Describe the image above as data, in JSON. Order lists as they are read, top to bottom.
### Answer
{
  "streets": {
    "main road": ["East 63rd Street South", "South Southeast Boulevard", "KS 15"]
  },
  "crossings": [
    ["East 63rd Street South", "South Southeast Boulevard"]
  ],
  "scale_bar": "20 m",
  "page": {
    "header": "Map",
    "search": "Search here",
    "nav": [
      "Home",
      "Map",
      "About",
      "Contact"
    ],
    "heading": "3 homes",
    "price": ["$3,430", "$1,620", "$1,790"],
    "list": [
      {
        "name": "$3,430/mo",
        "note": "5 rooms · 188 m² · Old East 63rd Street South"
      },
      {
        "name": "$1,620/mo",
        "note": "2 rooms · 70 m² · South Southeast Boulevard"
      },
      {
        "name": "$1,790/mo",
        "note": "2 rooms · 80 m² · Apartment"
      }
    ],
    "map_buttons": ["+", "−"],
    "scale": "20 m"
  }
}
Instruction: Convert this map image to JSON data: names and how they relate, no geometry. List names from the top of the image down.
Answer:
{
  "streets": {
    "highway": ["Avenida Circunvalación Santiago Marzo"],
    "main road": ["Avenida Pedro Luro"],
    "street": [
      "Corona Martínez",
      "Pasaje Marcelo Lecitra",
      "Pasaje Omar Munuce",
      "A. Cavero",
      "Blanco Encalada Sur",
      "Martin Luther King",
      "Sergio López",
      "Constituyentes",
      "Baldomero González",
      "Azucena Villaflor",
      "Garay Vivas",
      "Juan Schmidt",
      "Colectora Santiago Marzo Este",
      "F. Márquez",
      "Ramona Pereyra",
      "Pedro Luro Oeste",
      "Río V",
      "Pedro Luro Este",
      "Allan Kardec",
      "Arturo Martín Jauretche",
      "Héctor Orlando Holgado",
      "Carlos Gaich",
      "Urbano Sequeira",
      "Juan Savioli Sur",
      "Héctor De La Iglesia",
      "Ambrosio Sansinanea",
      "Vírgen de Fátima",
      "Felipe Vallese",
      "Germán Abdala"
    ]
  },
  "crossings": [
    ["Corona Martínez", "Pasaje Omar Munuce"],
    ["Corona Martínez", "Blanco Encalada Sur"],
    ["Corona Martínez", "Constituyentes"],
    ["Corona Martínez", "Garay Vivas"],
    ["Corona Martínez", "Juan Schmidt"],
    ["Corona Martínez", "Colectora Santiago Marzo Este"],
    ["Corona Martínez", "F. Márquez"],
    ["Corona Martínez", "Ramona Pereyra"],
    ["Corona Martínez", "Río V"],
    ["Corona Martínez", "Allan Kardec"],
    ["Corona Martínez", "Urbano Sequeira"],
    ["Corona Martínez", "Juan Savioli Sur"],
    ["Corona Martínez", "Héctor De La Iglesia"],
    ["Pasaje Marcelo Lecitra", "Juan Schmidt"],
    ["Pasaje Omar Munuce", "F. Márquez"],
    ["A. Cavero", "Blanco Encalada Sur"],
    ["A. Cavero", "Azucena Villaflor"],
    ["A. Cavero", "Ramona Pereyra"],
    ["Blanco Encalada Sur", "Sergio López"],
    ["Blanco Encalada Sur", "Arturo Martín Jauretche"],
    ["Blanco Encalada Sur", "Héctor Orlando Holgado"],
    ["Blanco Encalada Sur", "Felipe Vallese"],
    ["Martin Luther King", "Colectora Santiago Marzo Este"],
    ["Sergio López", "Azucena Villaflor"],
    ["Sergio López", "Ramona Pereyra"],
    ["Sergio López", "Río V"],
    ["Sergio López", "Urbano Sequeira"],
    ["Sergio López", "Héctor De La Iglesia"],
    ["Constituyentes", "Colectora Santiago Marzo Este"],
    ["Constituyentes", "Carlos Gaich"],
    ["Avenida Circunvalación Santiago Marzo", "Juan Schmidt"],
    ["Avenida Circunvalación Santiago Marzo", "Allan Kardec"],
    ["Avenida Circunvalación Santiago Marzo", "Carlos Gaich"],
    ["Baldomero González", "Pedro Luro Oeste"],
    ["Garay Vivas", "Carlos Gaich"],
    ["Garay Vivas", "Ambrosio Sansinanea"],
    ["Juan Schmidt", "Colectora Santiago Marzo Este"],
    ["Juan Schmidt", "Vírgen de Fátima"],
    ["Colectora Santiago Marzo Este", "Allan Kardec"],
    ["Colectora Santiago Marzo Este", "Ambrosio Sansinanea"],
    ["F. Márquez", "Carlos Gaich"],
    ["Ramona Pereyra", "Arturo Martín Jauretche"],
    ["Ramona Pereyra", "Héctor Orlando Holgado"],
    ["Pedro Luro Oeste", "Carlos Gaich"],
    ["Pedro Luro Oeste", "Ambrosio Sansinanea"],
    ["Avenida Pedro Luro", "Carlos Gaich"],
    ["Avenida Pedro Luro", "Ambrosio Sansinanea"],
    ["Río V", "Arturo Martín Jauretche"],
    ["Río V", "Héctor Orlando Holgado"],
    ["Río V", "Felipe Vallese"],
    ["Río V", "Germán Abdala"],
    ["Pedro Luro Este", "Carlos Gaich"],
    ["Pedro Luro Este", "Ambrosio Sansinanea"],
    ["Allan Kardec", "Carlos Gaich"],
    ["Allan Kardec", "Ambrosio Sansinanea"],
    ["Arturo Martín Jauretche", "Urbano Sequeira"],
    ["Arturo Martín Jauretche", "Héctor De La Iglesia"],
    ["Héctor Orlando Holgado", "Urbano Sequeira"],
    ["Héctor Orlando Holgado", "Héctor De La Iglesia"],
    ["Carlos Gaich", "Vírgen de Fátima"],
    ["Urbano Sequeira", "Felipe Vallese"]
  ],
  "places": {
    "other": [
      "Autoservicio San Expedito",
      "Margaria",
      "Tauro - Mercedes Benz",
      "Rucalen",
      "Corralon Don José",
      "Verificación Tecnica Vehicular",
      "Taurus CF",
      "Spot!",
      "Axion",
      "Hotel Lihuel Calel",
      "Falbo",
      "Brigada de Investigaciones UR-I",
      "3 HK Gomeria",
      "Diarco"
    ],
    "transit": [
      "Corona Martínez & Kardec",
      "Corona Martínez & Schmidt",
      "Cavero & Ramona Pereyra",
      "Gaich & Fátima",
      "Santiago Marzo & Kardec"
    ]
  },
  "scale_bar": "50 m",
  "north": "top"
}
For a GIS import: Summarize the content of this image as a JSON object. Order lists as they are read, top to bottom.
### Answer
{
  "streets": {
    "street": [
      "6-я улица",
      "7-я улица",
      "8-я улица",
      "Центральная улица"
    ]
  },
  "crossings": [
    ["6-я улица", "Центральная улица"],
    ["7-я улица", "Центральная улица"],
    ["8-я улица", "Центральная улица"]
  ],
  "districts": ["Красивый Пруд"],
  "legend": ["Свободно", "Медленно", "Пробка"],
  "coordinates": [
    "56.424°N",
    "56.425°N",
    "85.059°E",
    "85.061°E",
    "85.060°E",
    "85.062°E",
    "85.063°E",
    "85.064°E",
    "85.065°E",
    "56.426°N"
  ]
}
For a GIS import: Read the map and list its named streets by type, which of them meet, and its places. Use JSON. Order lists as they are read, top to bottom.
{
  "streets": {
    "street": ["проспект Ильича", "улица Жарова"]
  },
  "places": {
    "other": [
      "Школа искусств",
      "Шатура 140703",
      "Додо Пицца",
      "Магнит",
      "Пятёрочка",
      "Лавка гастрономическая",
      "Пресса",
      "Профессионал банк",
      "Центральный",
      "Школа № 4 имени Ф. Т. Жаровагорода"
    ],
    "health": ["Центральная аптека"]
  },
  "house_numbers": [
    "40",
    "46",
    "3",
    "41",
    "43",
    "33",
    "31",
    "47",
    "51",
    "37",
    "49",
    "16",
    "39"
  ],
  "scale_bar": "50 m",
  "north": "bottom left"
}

------------------------------

§ **REQUIRED ACTION**:
What number of lines in the records hold the word "data"? Reply with that number alone.

§ **RESPONSE TO THIS TASK**:
2